Durvalumab + BCG continues to deliver in high-risk NMIBC
Longest-running NMIBC trial shows sustained disease-free survival benefit and delayed cystectomy at five years.

Updated results from the POTOMAC trial show continued improvement in disease-free survival, overall survival and time to cystectomy with durvalumab plus bacillus Calmette-Guérin (BCG) in patients with high-risk, non-muscle invasive bladder cancer (NMIBC).
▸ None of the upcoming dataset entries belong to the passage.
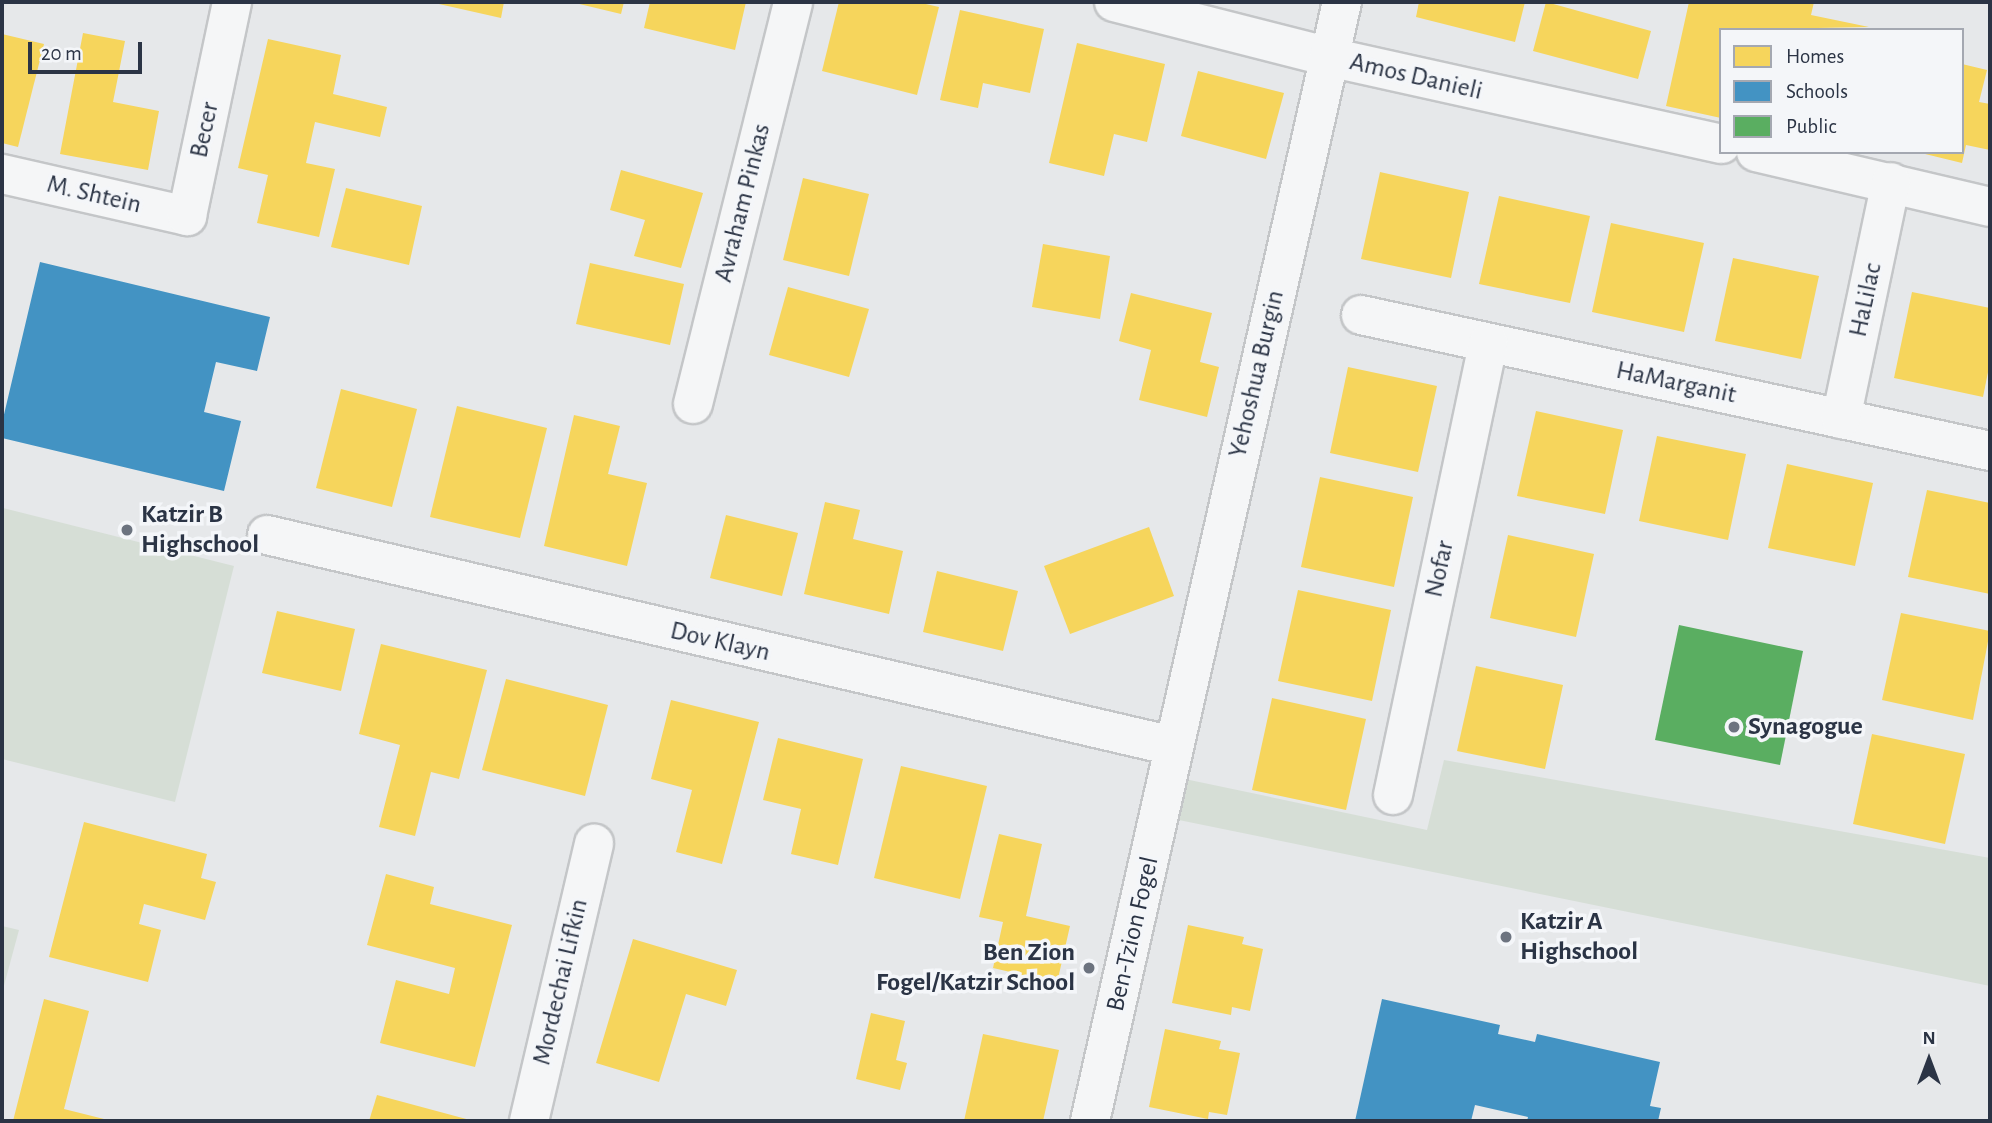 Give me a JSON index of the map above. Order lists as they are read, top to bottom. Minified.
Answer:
{"streets":{"street":["Amos Danieli","Becer","M. Shtein","Avraham Pinkas","HaLilac","Yehoshua Burgin","HaMarganit","Nofar","Dov Klayn","Ben-Tzion Fogel","Mordechai Lifkin"]},"crossings":[["Amos Danieli","Yehoshua Burgin"],["Becer","M. Shtein"],["HaLilac","HaMarganit"],["Yehoshua Burgin","Dov Klayn"],["Yehoshua Burgin","Ben-Tzion Fogel"],["HaMarganit","Nofar"],["Dov Klayn","Ben-Tzion Fogel"]],"places":["Katzir B Highschool","Synagogue","Katzir A Highschool","Ben Zion Fogel/Katzir School"],"legend":["Homes","Schools","Public"],"scale_bar":"20 m","north":"top"} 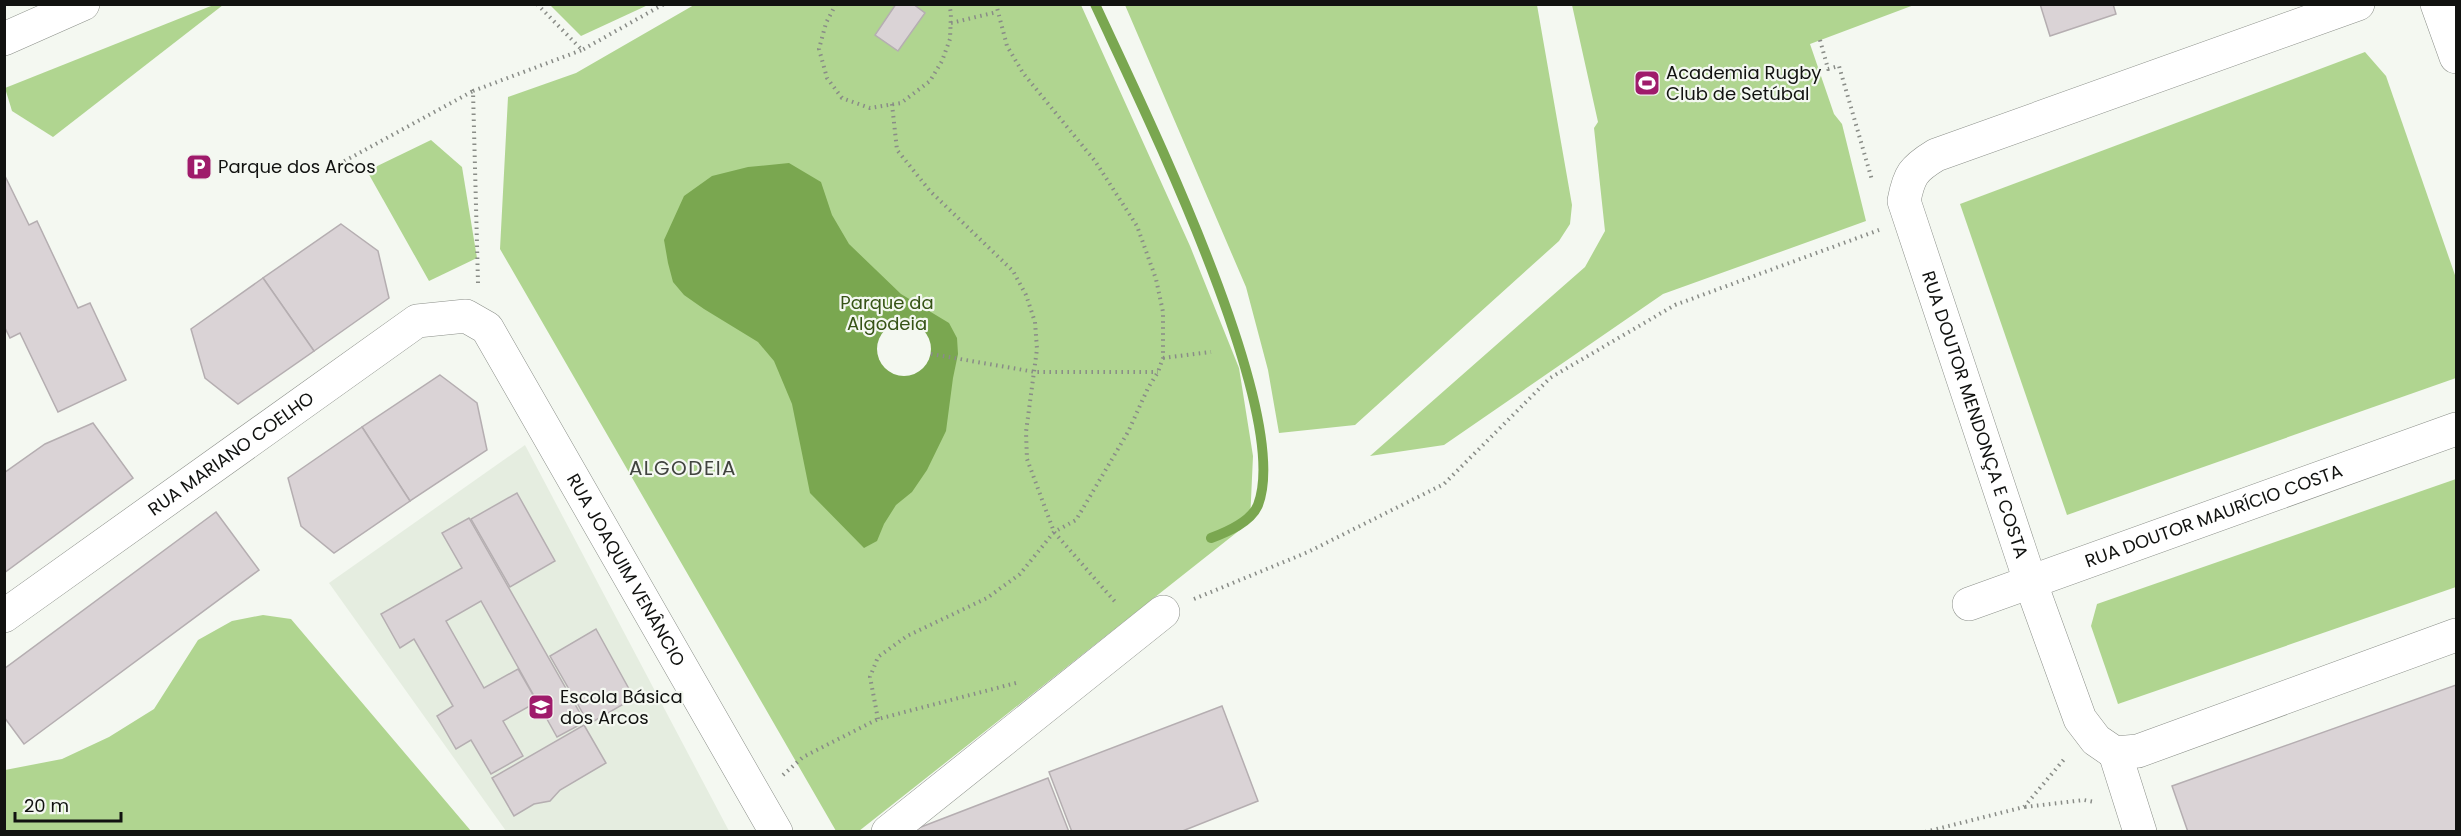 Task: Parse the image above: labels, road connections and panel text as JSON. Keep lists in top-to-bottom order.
{
  "streets": {
    "street": [
      "RUA DOUTOR MENDONÇA E COSTA",
      "RUA MARIANO COELHO",
      "RUA DOUTOR MAURÍCIO COSTA",
      "RUA JOAQUIM VENÂNCIO"
    ]
  },
  "crossings": [
    ["RUA DOUTOR MENDONÇA E COSTA", "RUA DOUTOR MAURÍCIO COSTA"],
    ["RUA MARIANO COELHO", "RUA JOAQUIM VENÂNCIO"]
  ],
  "districts": ["ALGODEIA"],
  "parks": ["Parque da Algodeia"],
  "places": {
    "sports": ["Academia Rugby Club de Setúbal"],
    "parking": ["Parque dos Arcos"],
    "school or university": ["Escola Básica dos Arcos"]
  },
  "scale_bar": "20 m"
} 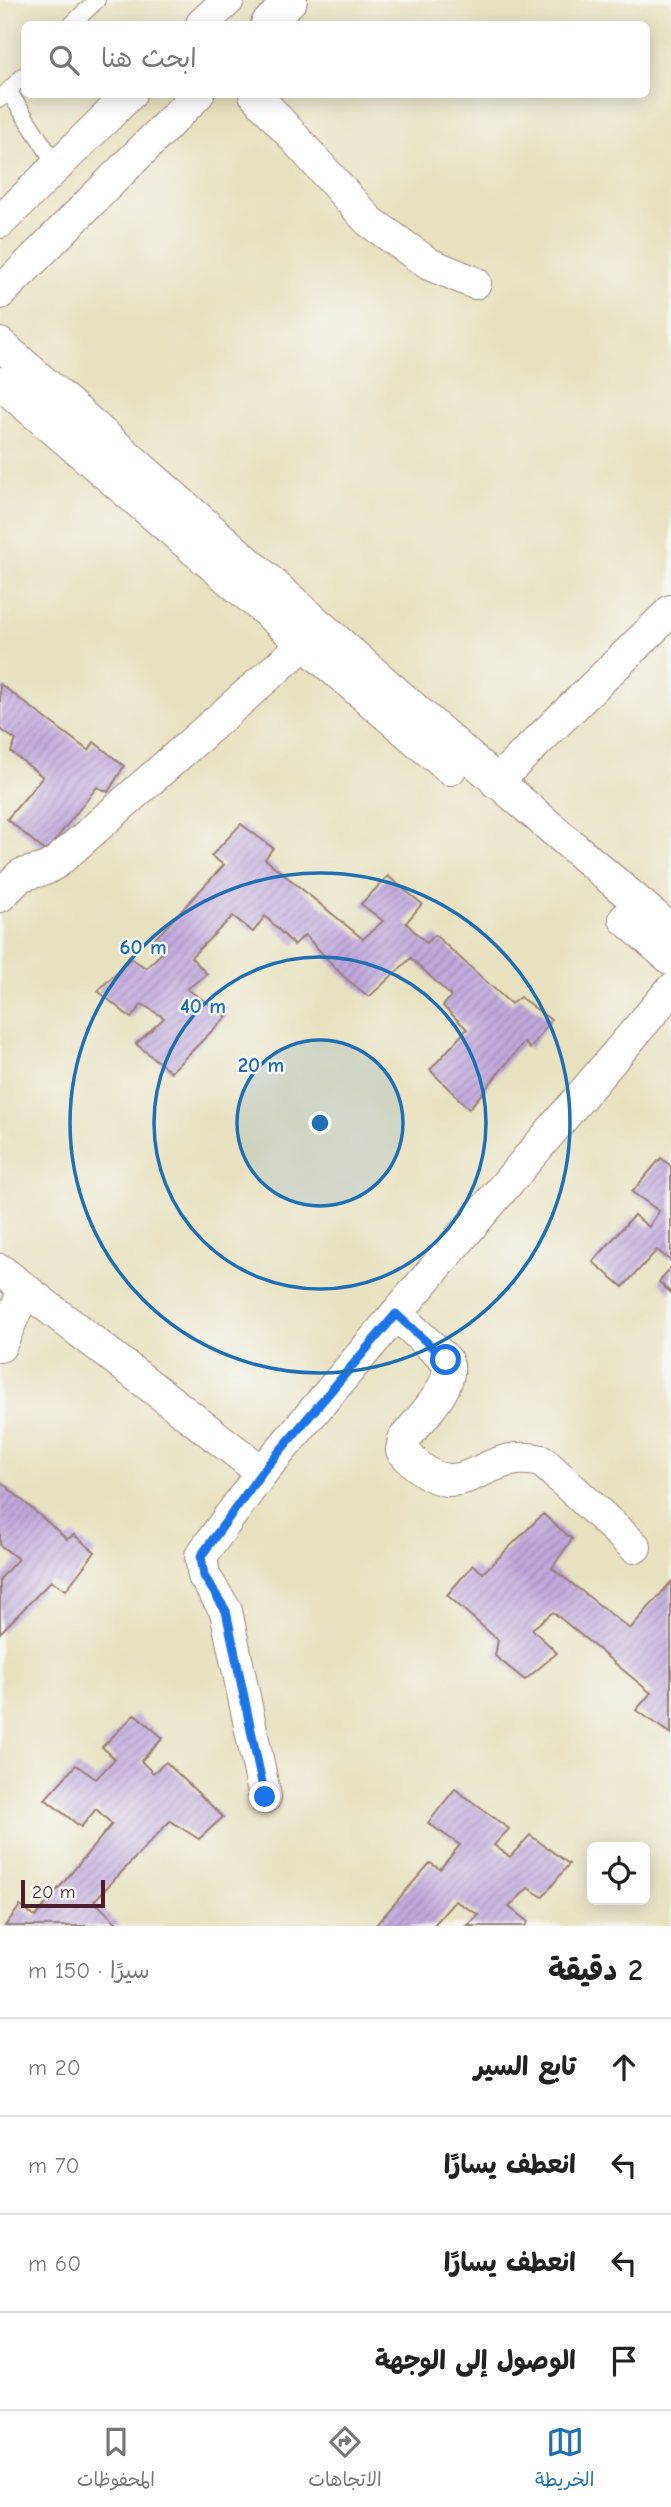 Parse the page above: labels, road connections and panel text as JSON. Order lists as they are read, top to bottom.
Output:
{
  "scale_bar": "20 m",
  "page": {
    "search": "ابحث هنا",
    "scale": "20 m",
    "heading": ["2 دقيقة", "سيرًا · 150 m"],
    "list": [
      ["تابع السير", "20 m"],
      ["انعطف يسارًا", "70 m"],
      ["انعطف يسارًا", "60 m"],
      "الوصول إلى الوجهة"
    ],
    "nav": ["الخريطة", "الاتجاهات", "المحفوظات"]
  },
  "rings": ["60 m", "40 m", "20 m"]
} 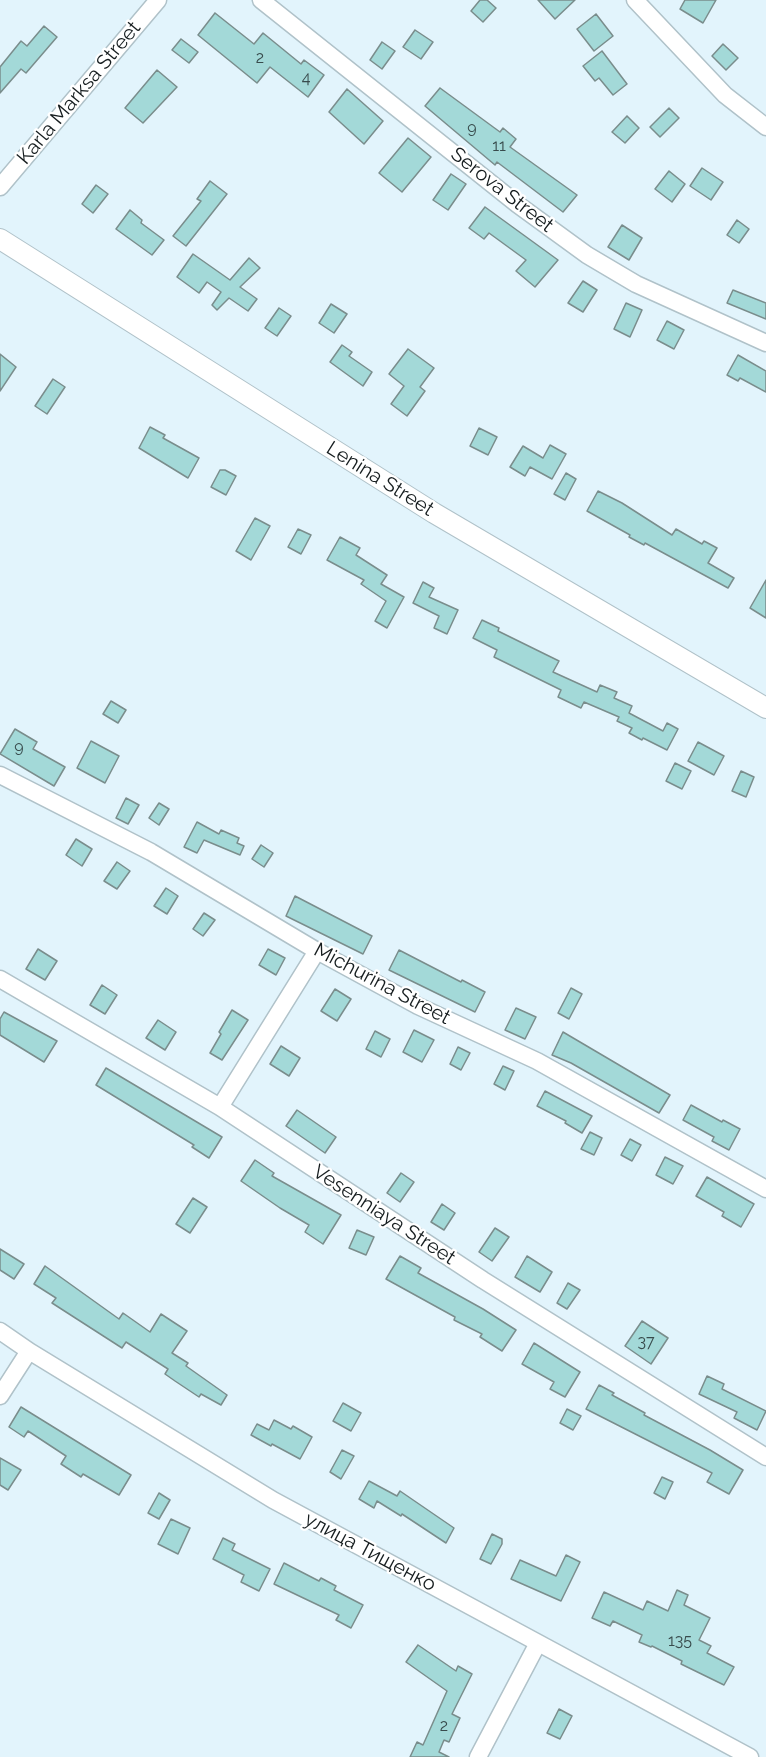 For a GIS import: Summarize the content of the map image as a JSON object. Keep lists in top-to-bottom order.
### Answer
{
  "streets": {
    "main road": ["Lenina Street"],
    "street": [
      "Karla Marksa Street",
      "Serova Street",
      "Michurina Street",
      "Vesenniaya Street",
      "улица Тищенко"
    ]
  },
  "house_numbers": [
    "2",
    "4",
    "9",
    "11",
    "9",
    "37",
    "135",
    "2"
  ]
}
With five years of follow-up and counting, POTOMAC is already the longest-running clinical trial in NMIBC.
“These data clearly support one year of durvalumab with induction maintenance of BCG as a potential new treatment with high-risk NIMBC,” said Neal Shore, MD, medical director of the START Carolinas/Carolina Urologic Research Center in Myrtle Beach, South Carolina. “The safety of durvalumab plus BCG in the overall safety population and across papillary subgroups was consistent with the known safety profiles of BCG and durvalumab.”
Dr. Shore updated the efficacy and safety findings of POTOMAC in the first Practice-Changing, Paradigm-Shifting Clinical Trials presentation during Friday’s Plenary Session. Initial data were presented in 2025 and published in The Lancet.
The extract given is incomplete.